Does all this no longer belong to the theme of the history of the people of Israel? No, the history of the people does not come to an end here. But it does enter into a long-drawn-out, fundamental crisis, which will finally result in a further epoch-making paradigm shift.

2.
The crisis of theocracy: from the revolution to the 'church state'

Beyond doubt the culture of the Hellenistic world also exerted a strong influence on Palestine, especially after the second century BCE, above all in the cities, which were becoming increasingly more numerous, and among the educated and well-to-do, particularly in Jerusalem, where the rich aristocratic priestly families lived. A marked increase in building activity and the creation of works of art, a heightening of efficiency in the economy, administration and among the military were a mark of Hellenistic culture anyway, and led to a general raising of living standards. People were concerned to show that they were enlightened. Even high priests now increasingly often had Hellenistic names. On the other hand, not only in the Diaspora but also in Judaea, powerful circles loyal to the law stood firm against Hellenistic influence, at least in their own religious sphere. After the first power struggles among Alexander's generals, known as the Diadochoi (=successors), with their changing fortunes, this was already true for the rule of the Egyptian Ptolemies (the Thirty-First and last Egyptian dynasty) over Palestine for about a century (300-200/198 BCE).
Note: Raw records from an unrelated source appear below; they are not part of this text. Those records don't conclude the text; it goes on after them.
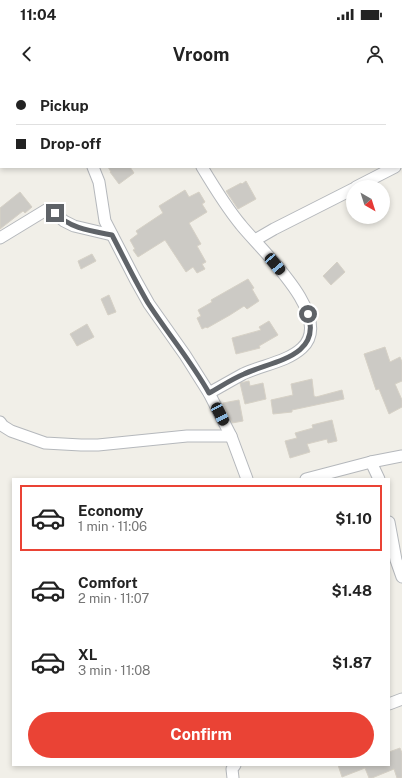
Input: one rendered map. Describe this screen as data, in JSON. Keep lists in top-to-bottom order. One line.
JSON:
{"north":"bottom right","page":{"status":"11:04","header":"Vroom","banner":["Pickup","Drop-off"],"list":[{"name":"Economy","note":"1 min · 11:06","value":"$1.10"},{"name":"Comfort","note":"2 min · 11:07","value":"$1.48"},{"name":"XL","note":"3 min · 11:08","value":"$1.87"}],"buttons":"Confirm"}}
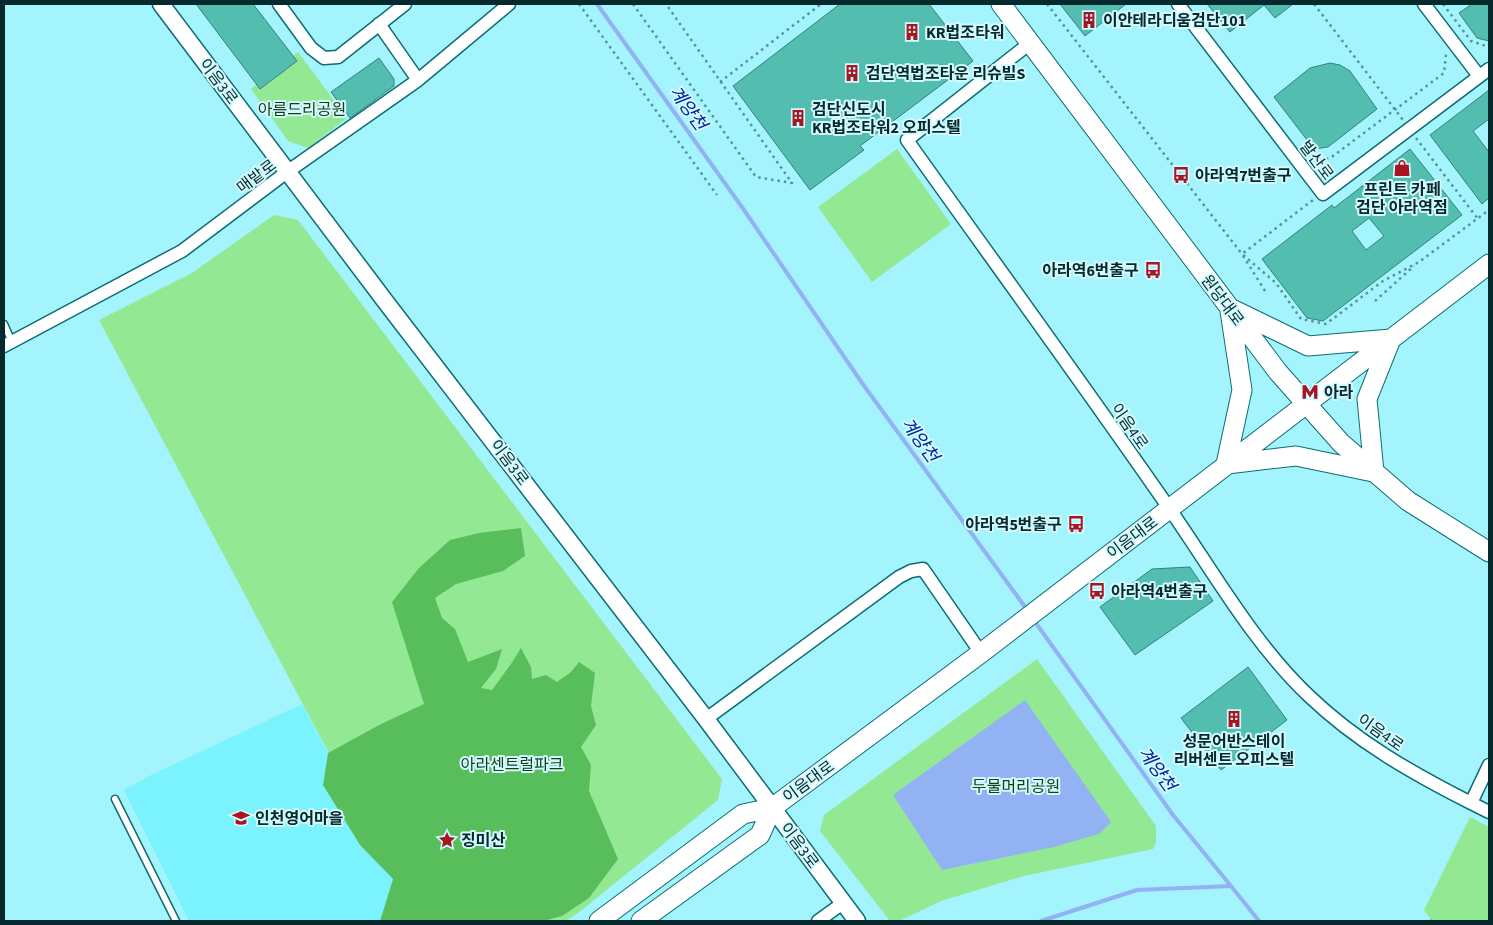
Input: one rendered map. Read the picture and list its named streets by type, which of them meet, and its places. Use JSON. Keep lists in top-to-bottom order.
{
  "streets": {
    "main road": ["원당대로", "이음대로"],
    "street": [
      "이음3로",
      "발산로",
      "매밭로",
      "이음4로"
    ]
  },
  "crossings": [
    ["이음3로", "매밭로"],
    ["이음3로", "이음대로"],
    ["원당대로", "이음4로"],
    ["원당대로", "이음대로"],
    ["이음4로", "이음대로"]
  ],
  "water": ["계양천"],
  "parks": ["아름드리공원", "아라센트럴파크", "두물머리공원"],
  "places": {
    "building": [
      "이안테라디움검단101",
      "KR법조타워",
      "검단역법조타운 리슈빌S",
      "검단신도시 KR법조타워2 오피스텔",
      "성문어반스테이 리버센트 오피스텔"
    ],
    "shop": ["프린트 카페 검단 아라역점"],
    "bus stop": [
      "아라역7번출구",
      "아라역6번출구",
      "아라역5번출구",
      "아라역4번출구"
    ],
    "metro station": ["아라"],
    "school or university": ["인천영어마을"],
    "place": ["징미산"]
  }
}
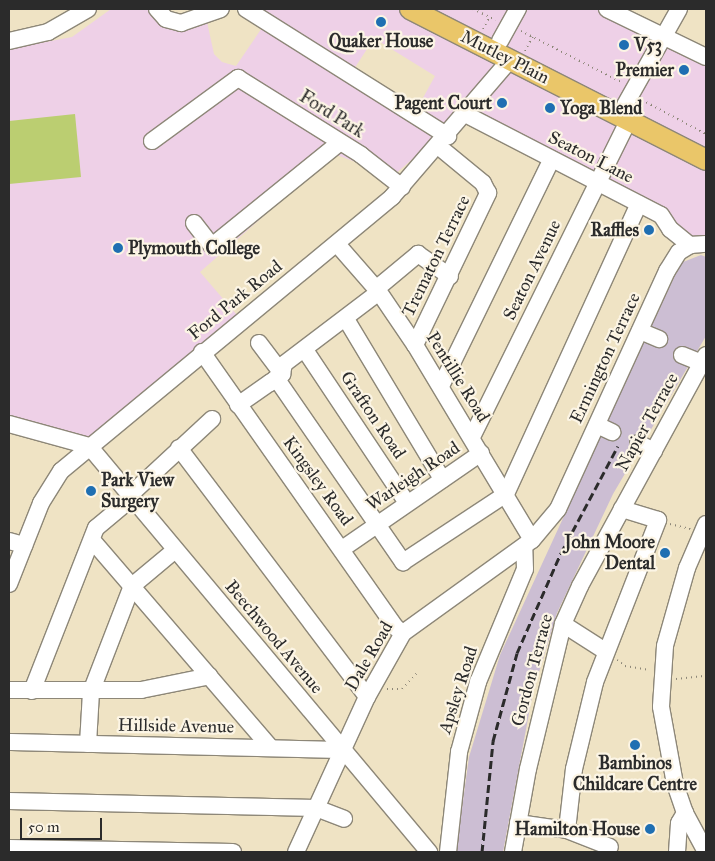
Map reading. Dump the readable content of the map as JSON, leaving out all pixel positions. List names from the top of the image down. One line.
{"streets":{"main road":["Mutley Plain"],"street":["Ford Park","Seaton Lane","Trematon Terrace","Seaton Avenue","Ford Park Road","Ermington Terrace","Pentillie Road","Grafton Road","Napier Terrace","Warleigh Road","Kingsley Road","Beechwood Avenue","Dale Road","Gordon Terrace","Apsley Road","Hillside Avenue"]},"crossings":[["Mutley Plain","Seaton Avenue"],["Mutley Plain","Ford Park Road"],["Ford Park","Ford Park Road"],["Seaton Lane","Seaton Avenue"],["Seaton Lane","Ford Park Road"],["Seaton Lane","Ermington Terrace"],["Trematon Terrace","Ford Park Road"],["Trematon Terrace","Pentillie Road"],["Seaton Avenue","Pentillie Road"],["Ford Park Road","Pentillie Road"],["Ford Park Road","Kingsley Road"],["Ford Park Road","Beechwood Avenue"],["Ermington Terrace","Dale Road"],["Pentillie Road","Warleigh Road"],["Pentillie Road","Dale Road"],["Pentillie Road","Apsley Road"],["Grafton Road","Warleigh Road"],["Napier Terrace","Gordon Terrace"],["Warleigh Road","Kingsley Road"],["Kingsley Road","Dale Road"],["Beechwood Avenue","Dale Road"],["Beechwood Avenue","Hillside Avenue"],["Dale Road","Apsley Road"],["Dale Road","Hillside Avenue"]],"places":["Quaker House","V53","Premier","Pagent Court","Yoga Blend","Raffles","Plymouth College","Park View Surgery","John Moore Dental","Bambinos Childcare Centre","Hamilton House"],"scale_bar":"50 m"}
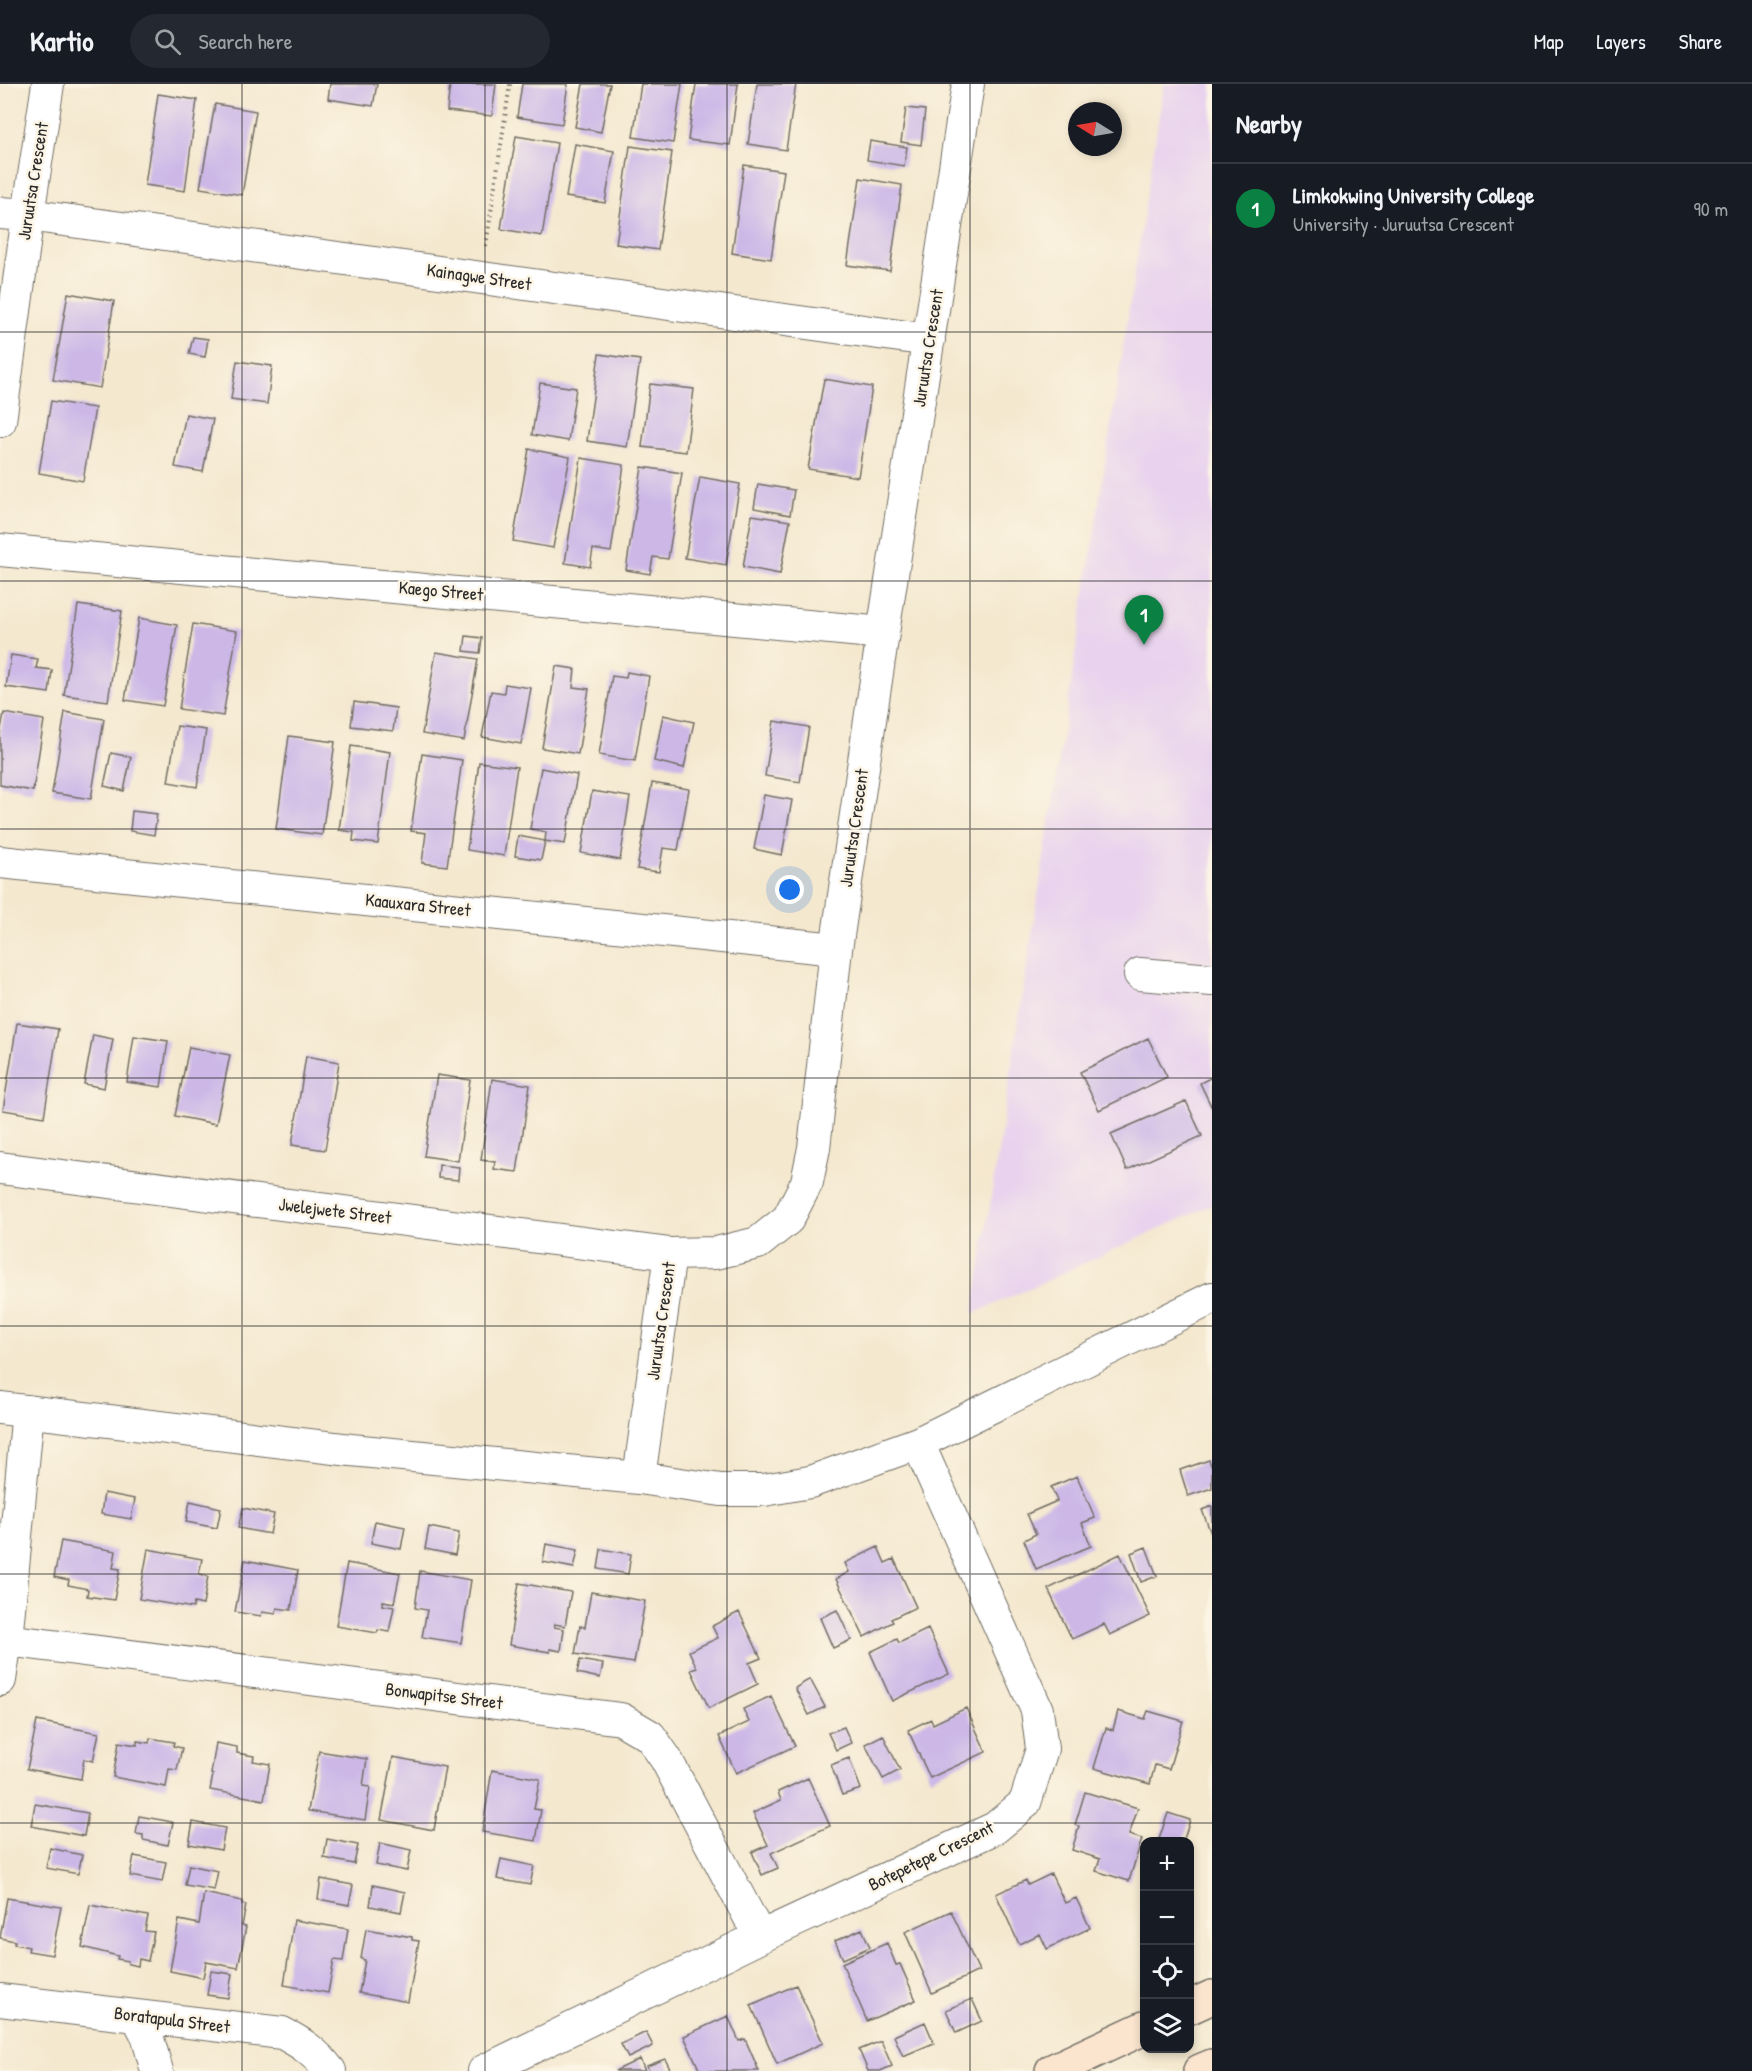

The centre was now the rapidly growing new city of Alexandria. Here the Hellenization of Judaism was to find its most visible expression. For as the knowledge of Hebrew and Aramaic had declined in the great Jewish community of Alexandria, in succession first the Pentateuch and then the whole of the Hebrew Bible were translated into Greek. As we heard, legend attributes this work to seventy translators - hence the name Septuagint (Greek for seventy).

However, the periods of harmony and cultural interaction were soon to be disrupted when the Seleucids, advancing from the region of Mesopotamia and Syria, displaced the Ptolemies from Palestine. After five Syrian wars over the land-bridge of Syria-Palestine, the Seleucids took possession of Palestine. And after initial tolerance there were increasingly sharp attempts to advance the Hellenization of Jerusalem (Greek language, constitution, theatre, stadium, gymnasium...). The question was whether a reformed Judaism, adapted to the new time, could not be a significant possibility. At the time this possibility was also affirmed by some Jewish reformers.

For those who were faithful to the law, however, any such reform was apostasy. At all events, opposition to this process of Hellenization grew among the people. There was an explosion in 169 BCE when the Seleucid king Antiochus IV Epiphanes appropriated the Temple treasure to improve the state's financial position for a campaign in Egypt. He twice had to occupy Jerusalem. Then he made the city a Hellenistic military colony, which in effect amounted to a forcible Hellenization of Israel. In 167 there was a ban on cultic worship in accordance with the law, circumcision and the observance of the sabbath; those loyal to the Torah were persecuted; and pagan cults were forced on the people. There was even what the book of Daniel calls the abomination of desolation: an altar to Zeus on the altar of burnt offering in the Temple.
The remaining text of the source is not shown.